“For five years” my colleague says. In a recent speech I said Canada had been voted as the greatest country in the world in which to live unless you live here.
It is interesting to listen to the constant moaning and bickering from the opposition. I understand opposition. I was in opposition for five years. I do not expect opposition parties to congratulate the government, but I would expect someone with a provincial bias, whose sole purpose in life is to promote provincial autonomy, provincial authority and provincial government, at least to acknowledge that our health care system is with all its warts and bumps the finest health care system in the world. No one denies that.
The Reform Party would take us down the road of the American health care system.
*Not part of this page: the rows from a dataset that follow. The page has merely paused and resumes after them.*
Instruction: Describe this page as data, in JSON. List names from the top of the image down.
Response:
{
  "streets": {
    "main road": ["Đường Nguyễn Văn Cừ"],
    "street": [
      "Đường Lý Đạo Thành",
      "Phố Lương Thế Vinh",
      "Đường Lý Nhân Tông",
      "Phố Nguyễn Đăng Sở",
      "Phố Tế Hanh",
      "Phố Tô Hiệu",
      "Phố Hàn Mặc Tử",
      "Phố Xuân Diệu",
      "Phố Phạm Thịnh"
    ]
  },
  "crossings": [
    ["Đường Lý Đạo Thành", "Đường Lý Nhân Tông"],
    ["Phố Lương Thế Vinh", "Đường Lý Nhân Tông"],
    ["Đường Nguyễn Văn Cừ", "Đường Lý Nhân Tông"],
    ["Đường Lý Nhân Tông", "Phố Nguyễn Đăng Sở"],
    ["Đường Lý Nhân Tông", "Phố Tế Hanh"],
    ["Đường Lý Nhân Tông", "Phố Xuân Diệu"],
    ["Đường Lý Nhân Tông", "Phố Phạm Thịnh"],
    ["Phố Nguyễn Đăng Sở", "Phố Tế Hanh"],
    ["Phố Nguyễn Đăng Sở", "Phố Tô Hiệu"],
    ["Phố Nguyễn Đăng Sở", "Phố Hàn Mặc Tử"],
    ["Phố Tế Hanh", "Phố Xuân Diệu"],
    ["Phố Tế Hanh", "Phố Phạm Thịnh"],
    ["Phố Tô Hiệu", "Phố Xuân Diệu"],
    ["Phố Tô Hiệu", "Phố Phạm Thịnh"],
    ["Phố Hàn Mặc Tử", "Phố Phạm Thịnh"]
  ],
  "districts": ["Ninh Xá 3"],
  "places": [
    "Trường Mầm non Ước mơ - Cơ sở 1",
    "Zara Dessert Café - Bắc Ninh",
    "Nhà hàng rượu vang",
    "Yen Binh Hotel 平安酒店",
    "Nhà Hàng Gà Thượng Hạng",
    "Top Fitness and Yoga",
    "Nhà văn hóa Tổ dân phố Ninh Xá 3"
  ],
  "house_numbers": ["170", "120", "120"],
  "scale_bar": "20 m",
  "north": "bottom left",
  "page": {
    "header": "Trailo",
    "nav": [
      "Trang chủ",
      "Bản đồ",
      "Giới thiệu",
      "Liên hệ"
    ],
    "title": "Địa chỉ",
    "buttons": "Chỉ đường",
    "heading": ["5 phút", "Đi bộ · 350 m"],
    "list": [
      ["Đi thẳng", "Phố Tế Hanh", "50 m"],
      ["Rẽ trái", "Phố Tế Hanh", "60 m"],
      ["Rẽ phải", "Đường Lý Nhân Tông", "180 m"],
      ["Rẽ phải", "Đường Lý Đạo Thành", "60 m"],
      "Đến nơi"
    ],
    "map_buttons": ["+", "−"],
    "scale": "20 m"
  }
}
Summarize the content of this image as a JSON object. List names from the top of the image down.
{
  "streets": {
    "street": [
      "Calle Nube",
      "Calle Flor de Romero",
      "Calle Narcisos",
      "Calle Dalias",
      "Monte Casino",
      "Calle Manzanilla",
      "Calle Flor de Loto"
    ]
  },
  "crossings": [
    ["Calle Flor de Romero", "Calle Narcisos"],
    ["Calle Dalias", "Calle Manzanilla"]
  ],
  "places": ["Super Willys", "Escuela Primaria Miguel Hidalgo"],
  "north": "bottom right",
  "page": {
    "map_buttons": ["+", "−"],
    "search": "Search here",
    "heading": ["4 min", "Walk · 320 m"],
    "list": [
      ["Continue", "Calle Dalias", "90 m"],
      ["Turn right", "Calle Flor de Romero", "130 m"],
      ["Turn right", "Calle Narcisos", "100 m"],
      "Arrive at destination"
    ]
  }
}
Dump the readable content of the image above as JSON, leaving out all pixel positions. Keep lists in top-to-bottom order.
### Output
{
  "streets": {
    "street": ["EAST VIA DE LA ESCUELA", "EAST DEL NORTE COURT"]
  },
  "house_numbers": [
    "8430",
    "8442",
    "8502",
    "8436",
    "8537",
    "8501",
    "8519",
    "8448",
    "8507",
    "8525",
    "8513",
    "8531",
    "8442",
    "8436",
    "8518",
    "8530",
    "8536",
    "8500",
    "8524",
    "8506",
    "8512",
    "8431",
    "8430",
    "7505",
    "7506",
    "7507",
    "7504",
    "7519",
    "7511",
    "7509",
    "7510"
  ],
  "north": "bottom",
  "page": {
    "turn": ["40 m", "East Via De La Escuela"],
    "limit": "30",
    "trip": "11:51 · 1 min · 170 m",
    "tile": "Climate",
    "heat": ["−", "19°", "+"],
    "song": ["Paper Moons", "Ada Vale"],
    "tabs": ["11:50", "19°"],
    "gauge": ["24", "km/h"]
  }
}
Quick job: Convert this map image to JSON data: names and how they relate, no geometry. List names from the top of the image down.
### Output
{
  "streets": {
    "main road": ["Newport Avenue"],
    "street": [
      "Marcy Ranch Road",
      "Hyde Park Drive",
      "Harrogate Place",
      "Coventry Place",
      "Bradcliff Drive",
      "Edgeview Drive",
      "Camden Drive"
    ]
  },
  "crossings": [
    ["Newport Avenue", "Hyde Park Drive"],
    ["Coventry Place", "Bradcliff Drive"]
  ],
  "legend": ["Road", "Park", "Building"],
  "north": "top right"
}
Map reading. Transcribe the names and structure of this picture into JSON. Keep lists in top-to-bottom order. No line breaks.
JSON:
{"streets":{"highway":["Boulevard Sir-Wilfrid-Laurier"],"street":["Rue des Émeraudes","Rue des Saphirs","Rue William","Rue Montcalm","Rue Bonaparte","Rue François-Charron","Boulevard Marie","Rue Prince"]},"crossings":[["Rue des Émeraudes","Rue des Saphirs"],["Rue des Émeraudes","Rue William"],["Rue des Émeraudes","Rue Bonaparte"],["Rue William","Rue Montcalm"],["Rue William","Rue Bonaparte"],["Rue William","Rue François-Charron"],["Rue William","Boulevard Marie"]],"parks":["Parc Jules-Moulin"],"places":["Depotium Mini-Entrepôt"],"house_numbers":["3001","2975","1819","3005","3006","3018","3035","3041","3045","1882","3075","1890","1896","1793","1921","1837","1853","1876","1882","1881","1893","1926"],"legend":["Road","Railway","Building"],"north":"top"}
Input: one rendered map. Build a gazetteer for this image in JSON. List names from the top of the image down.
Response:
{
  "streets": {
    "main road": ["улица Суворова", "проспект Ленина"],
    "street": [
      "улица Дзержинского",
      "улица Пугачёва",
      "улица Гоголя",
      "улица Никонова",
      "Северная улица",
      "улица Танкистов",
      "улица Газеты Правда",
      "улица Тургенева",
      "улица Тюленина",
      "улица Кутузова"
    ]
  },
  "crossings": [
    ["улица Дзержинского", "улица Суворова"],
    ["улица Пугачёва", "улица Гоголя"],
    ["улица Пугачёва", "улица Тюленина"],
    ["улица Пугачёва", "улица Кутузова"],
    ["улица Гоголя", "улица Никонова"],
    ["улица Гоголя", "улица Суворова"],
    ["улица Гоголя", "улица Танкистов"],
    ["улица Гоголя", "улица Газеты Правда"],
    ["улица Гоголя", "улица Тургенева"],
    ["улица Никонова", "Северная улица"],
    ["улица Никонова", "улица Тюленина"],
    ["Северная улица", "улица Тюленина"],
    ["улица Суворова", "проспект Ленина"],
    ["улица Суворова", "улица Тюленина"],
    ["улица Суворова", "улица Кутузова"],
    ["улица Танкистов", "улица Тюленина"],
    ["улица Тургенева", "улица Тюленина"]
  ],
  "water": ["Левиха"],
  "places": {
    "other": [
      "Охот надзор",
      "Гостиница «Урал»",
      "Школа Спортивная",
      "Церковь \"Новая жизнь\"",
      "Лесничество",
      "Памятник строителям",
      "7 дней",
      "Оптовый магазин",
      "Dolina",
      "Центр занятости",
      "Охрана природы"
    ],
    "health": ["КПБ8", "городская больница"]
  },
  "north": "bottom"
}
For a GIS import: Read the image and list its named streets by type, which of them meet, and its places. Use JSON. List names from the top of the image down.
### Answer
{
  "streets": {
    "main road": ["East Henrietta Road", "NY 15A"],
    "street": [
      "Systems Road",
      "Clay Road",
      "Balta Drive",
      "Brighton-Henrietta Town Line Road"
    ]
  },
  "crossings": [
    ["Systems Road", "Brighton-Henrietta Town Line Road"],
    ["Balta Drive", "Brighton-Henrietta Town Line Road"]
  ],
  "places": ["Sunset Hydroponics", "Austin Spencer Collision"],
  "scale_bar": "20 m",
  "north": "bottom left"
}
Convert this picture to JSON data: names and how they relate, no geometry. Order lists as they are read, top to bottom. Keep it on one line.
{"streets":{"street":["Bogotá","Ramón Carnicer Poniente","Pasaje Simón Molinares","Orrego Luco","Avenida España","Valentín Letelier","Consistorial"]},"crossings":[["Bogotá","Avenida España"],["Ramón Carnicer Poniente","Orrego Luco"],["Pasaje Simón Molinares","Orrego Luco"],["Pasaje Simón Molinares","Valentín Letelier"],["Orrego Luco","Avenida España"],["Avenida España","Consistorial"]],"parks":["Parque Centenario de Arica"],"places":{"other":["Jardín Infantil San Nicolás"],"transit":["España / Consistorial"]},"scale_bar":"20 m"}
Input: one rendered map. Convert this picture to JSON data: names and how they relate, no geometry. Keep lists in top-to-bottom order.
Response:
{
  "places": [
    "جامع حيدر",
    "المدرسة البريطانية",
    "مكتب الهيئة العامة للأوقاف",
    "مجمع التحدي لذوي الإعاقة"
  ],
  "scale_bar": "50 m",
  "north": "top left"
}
We have Dr. Death sitting over there, the critic who would dismantle the entire Canadian health care system. Yet the Reform Party accuses us of running a health care system based on partisan issues.
Partisanship quite clearly shows when members sit around over there in their little worlds and try to come up with a way they could put forward a nasty little resolution to call on the government to do this or do that or to spend this or spend that. It is like talk radio. Talk radio is very much like opposition. You can say anything you want with impunity. You can demand this and demand that with impunity and without any sense of responsibility.
I was particularly interested in watching the debate the other night on the Quebec election to hear Mr. Bouchard make an amazing comment that no one seemed to pick up on. To paraphrase, he said that Quebec was in better shape economically than it had been in 25 years.
It sounds like a pretty good argument for staying in Canada. It sounds like maybe, just maybe, Quebecers know that the province of Quebec did not succeed in attaining, if what Mr. Bouchard said is true, the lofty position of being in the best economic shape in the last 25 years without being part of the greatest federation of the world, without being part of a country that is recognized all around the world as the greatest country in the world in which to live.
Why could the Bloc not acknowledge that a partnership with the province of Ontario, the largest trading partner the province of Quebec enjoys and vice versa, may work reasonably well? But, no, they want to be like the little spoiled brat who says to mom and dad “I am leaving home. I am going to my own place but I will be back once a month or once a week or whatever for a little allowance. I want you to spend more money”. This kind of double standard is truly remarkable.
I read the polls. I understand what is happening in Quebec. It would be delightful if Quebecers would realize in the upcoming provincial election that indeed the number one priority is health care and not sovereignty; indeed the number one priority is forging a strong economic union and partnership with their cousins, brothers and sisters right across this great land and not sovereignty; and indeed this federation, this family called Canada, seems to be working.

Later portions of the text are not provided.